All'insegna del "Cannocchiale"



Dopo che ebbi fatta colazione, il cavaliere mi consegnò un biglietto indirizzato a John
Silver, all'insegna del "Cannocchiale". Costeggiando la darsena, mi disse, e facendo
bene attenzione, avrei facilmente trovato la piccola osteria, con, per insegna, un
grande telescopio di rame. Io mi mossi, felice dell'occasione di vedere ancora e meglio
bastimenti e marinai; e facendomi largo tra una moltitudine di gente e carri e balle di
mercanzie, mentre il lavoro della banchina era nel suo massimo bollore, arrivai alla
taverna.
Era un chiaro piccolo luogo allegro; dall'insegna ridipinta di fresco, dalle finestre ornate
di linde tende rosse, e dal pavimento accuratamente coperto di sabbia. Posto fra due
strade, aveva una porta aperta su ciascun lato, il che dava abbastanza luce alla bassa
e larga sala, malgrado delle nuvole di fumo di tabacco che l'ingombravano.
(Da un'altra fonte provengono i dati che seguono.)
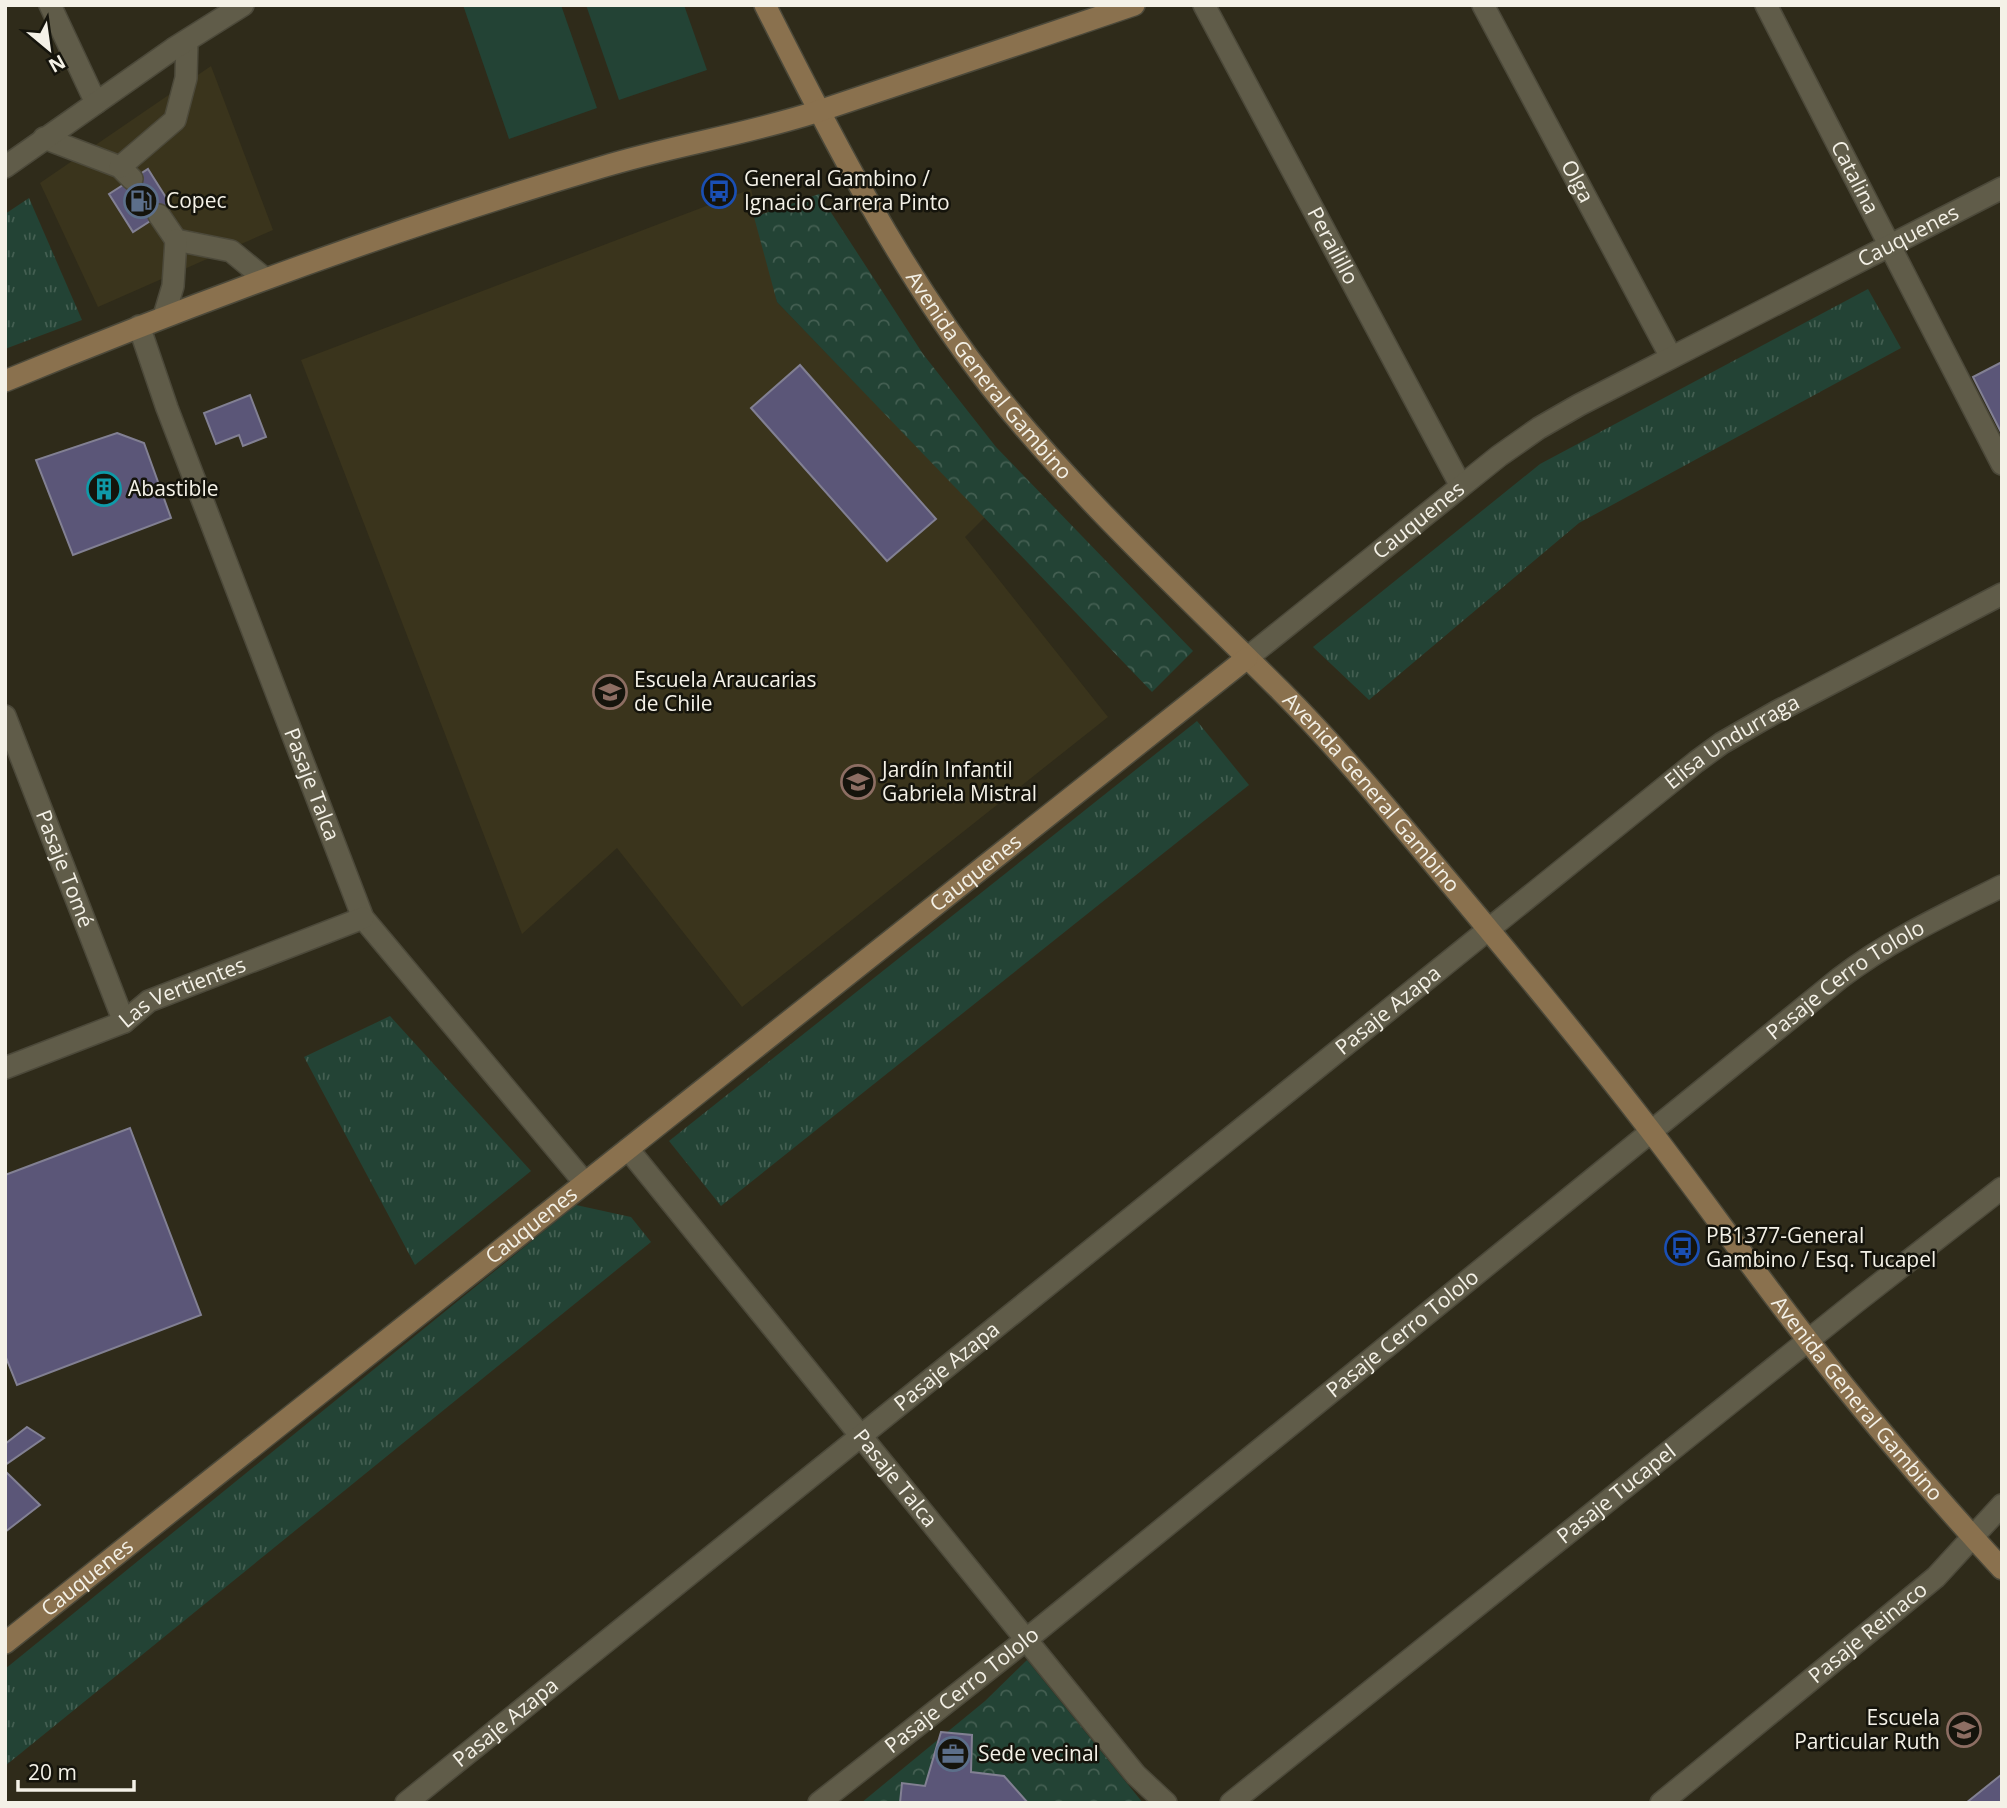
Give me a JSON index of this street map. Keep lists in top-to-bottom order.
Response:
{
  "streets": {
    "street": [
      "Catalina",
      "Olga",
      "Cauquenes",
      "Perailillo",
      "Avenida General Gambino",
      "Elisa Undurraga",
      "Pasaje Talca",
      "Pasaje Tomé",
      "Pasaje Cerro Tololo",
      "Las Vertientes",
      "Pasaje Azapa",
      "Pasaje Tucapel",
      "Pasaje Reinaco"
    ]
  },
  "crossings": [
    ["Catalina", "Cauquenes"],
    ["Olga", "Cauquenes"],
    ["Cauquenes", "Perailillo"],
    ["Cauquenes", "Avenida General Gambino"],
    ["Cauquenes", "Pasaje Talca"],
    ["Avenida General Gambino", "Elisa Undurraga"],
    ["Avenida General Gambino", "Pasaje Cerro Tololo"],
    ["Avenida General Gambino", "Pasaje Azapa"],
    ["Avenida General Gambino", "Pasaje Tucapel"],
    ["Avenida General Gambino", "Pasaje Reinaco"],
    ["Elisa Undurraga", "Pasaje Azapa"],
    ["Pasaje Talca", "Pasaje Cerro Tololo"],
    ["Pasaje Talca", "Las Vertientes"],
    ["Pasaje Talca", "Pasaje Azapa"],
    ["Pasaje Tomé", "Las Vertientes"]
  ],
  "places": {
    "bus stop": ["General Gambino / Ignacio Carrera Pinto", "PB1377-General Gambino / Esq. Tucapel"],
    "fuel station": ["Copec"],
    "building": ["Abastible"],
    "school or university": ["Escuela Araucarias de Chile", "Jardín Infantil Gabriela Mistral", "Escuela Particular Ruth"],
    "office": ["Sede vecinal"]
  },
  "scale_bar": "20 m",
  "north": "bottom right"
}
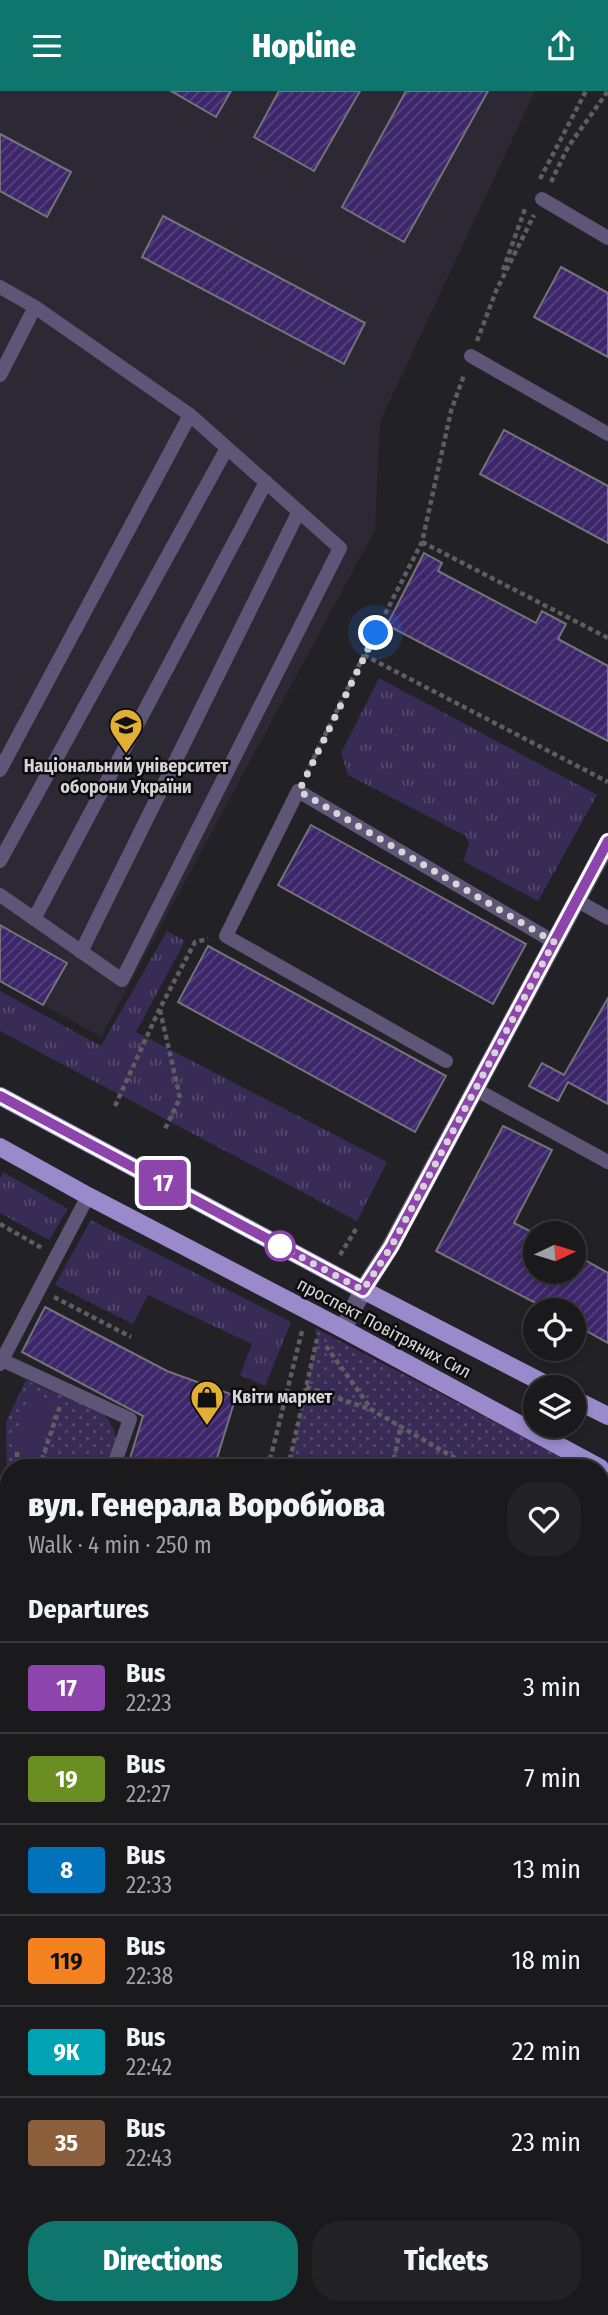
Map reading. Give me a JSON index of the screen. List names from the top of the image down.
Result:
{
  "streets": {
    "main road": ["проспект Повітряних Сил"]
  },
  "places": {
    "school or university": ["Національний університет оборони України"],
    "shop": ["Квіти маркет"]
  },
  "lines": ["bus line 17"],
  "north": "right",
  "page": {
    "header": "Hopline",
    "on_map": "17",
    "heading": [
      ["вул. Генерала Воробйова", "Walk · 4 min · 250 m"],
      "Departures"
    ],
    "list": [
      {
        "mark": "17",
        "name": "Bus",
        "note": "22:23",
        "value": "3 min"
      },
      {
        "mark": "19",
        "name": "Bus",
        "note": "22:27",
        "value": "7 min"
      },
      {
        "mark": "8",
        "name": "Bus",
        "note": "22:33",
        "value": "13 min"
      },
      {
        "mark": "119",
        "name": "Bus",
        "note": "22:38",
        "value": "18 min"
      },
      {
        "mark": "9К",
        "name": "Bus",
        "note": "22:42",
        "value": "22 min"
      },
      {
        "mark": "35",
        "name": "Bus",
        "note": "22:43",
        "value": "23 min"
      }
    ],
    "buttons": ["Directions", "Tickets"]
  }
}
Gli avventori erano in gran parte gente di mare: e parlavano così forte che io mi fermai
sull'uscio, quasi timoroso di entrare.
Mentre esitavo, un uomo uscì da una stanza laterale, e in un colpo d'occhio io mi
convinsi che era lui, Long John. Aveva la gamba sinistra tagliata fin sotto l'anca, e sotto
l'ascella sinistra portava una gruccia della quale si serviva con prodigiosa destrezza,
saltellandovi sopra come un uccello. Era alto di corporatura e robusto, con una faccia
larga come un prosciutto, scialba e volgare, ma rischiarata da un intelligente sorriso.
Con irrequieta allegria fischiettava e si aggirava tra le tavole distribuendo motti o
pacche sulle spalle dei suoi ospiti preferiti.
A dire il vero, già dalla prima allusione a Long John Silver contenuta nella lettera del
cavalier Trelawney, m'era entrato il dubbio che si trattasse del marinaio dalla gamba
sola la cui apparizione avevo così a lungo spiata al vecchio "Ammiraglio Benbow". Ma
una sola occhiata all'uomo che mi stava davanti mi era bastata. Avendo visto il
Capitano, Can-Nero e il cieco Pew, credevo ormai di sapere un pirata cos'era, una
figura ben diversa, a parer mio, da questo aperto e gioviale padrone di osteria.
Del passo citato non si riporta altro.